I was lucky enough to help train the Savannah Junior Derbytaunts before I moved to Houston. Now I’m one of the trainers for Houston Junior Derby. Things are a little smoother this time for two reasons. 1) I’ve gone through this before. 2) There are WAAAAY more derby players involved in the organization process. Below are the five things I wish I had known the first time,

Designed by Devin O'Bryan

Designed by Devin O’Bryan

  1. Expect everything to go wrong. You may have prepared the perfect practice, but if the kids are struggling with a skill or play, you will need to come up with another plan. Maybe you need to spend more time on that drill, or maybe you need to find a way to break it down more. I like to plan a loose practice with a few possible side notes in case my juniors hit a wall (figuratively….. except that one time. It was a slick floor).
  2. Watch your mouth. I’m not talking about profanity. Whoever is in charge of organizing your junior league can make the call on whether or not profanity should be used with juniors. I don’t think it should be (and both leagues I’ve worked with agree), but I don’t decide for everyone. What I mean is that you should watch your tone and the kinds of words you use to communicate. You’ll want to be encouraging while also giving positive and constructive feedback. I’m not saying to baby your juniors. You should always push them to improve, but don’t be a bully about it.  When they do something correctly, celebrate. When they do something wrong, tell them specifically what they did and how to fix it next time.
  3. Juniors are people, too. I knew this, but I wasn’t really prepared for ALL the things that my juniors could be dealing with. You are going to be dealing with kids who have learning disabilities, developmental and family issues, etc. These kids have real lives with real issues outside of practice. One junior’s parents could be divorcing.

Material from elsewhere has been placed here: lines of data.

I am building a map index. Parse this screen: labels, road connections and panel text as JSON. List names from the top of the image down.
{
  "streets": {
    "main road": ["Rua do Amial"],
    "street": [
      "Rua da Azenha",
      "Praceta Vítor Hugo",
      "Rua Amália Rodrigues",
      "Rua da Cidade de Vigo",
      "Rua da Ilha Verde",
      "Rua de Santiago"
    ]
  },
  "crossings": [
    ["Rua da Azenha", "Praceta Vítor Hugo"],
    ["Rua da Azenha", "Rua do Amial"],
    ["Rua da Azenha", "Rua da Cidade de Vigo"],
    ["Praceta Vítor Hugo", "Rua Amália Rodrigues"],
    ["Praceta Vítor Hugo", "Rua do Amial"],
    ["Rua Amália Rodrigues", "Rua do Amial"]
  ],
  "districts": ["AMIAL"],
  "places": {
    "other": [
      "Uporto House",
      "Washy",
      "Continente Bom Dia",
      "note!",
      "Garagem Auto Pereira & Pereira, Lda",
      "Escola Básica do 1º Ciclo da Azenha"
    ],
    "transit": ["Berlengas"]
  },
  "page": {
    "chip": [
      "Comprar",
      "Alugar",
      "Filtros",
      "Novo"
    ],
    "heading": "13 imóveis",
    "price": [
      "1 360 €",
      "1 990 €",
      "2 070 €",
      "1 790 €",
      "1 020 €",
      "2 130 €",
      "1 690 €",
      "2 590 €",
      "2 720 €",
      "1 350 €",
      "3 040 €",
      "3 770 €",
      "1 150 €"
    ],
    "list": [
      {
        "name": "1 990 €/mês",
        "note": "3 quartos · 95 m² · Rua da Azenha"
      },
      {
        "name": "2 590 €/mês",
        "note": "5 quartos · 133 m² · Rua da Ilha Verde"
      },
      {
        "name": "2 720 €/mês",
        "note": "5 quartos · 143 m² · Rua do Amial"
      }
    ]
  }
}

You may find out that another is on the autism spectrum. Remember that derby practice may be their safe place; the one place they can feel a little normal in the middle of a chaotic world. Juniors with learning and developmental issues may just need you to switch up how you instruct them (visual aids, speaking literally, etc.). Kids dealing with other issues may just need a hug or a high-five.
  4. Ask for help. If your junior league is attached to an adult league, get other players and refs involved. If it isn’t, get the parents involved. Never feel like you are the one who has to do everything. There are plenty of people willing to help organize fundraisers or bout day production. But you won’t know who they are unless you ask.
  5. Keep it fun! Remember how excited you were when you first started playing derby? There was a rush knowing you were joining something new and revolutionary. That’s how these juniors feel. This is their sport. They get to define how it grows and changes. So don’t make it feel like a job. Play some games! Have relay races or do rules trivia with little prizes. Ask around your league to see if anyone has a stash of old or misprinted stickers and patches they’d like to donate. You can also check with local skate shops for promotional stickers or raid your local dollar store for nifty little gifts.

 

I know there are some junior derby coaches out there who may have more to add. Please send me a Facebook message or tweet or just leave me a comment.

For those of you just starting a league, good luck and feel free to shoot me questions or insights. Two websites I use for my lessons are All Derby Drills and the Junior Roller Derby Association trainer’s manual. The JRDA manual has suggested lesson plans that are pretty darn helpful.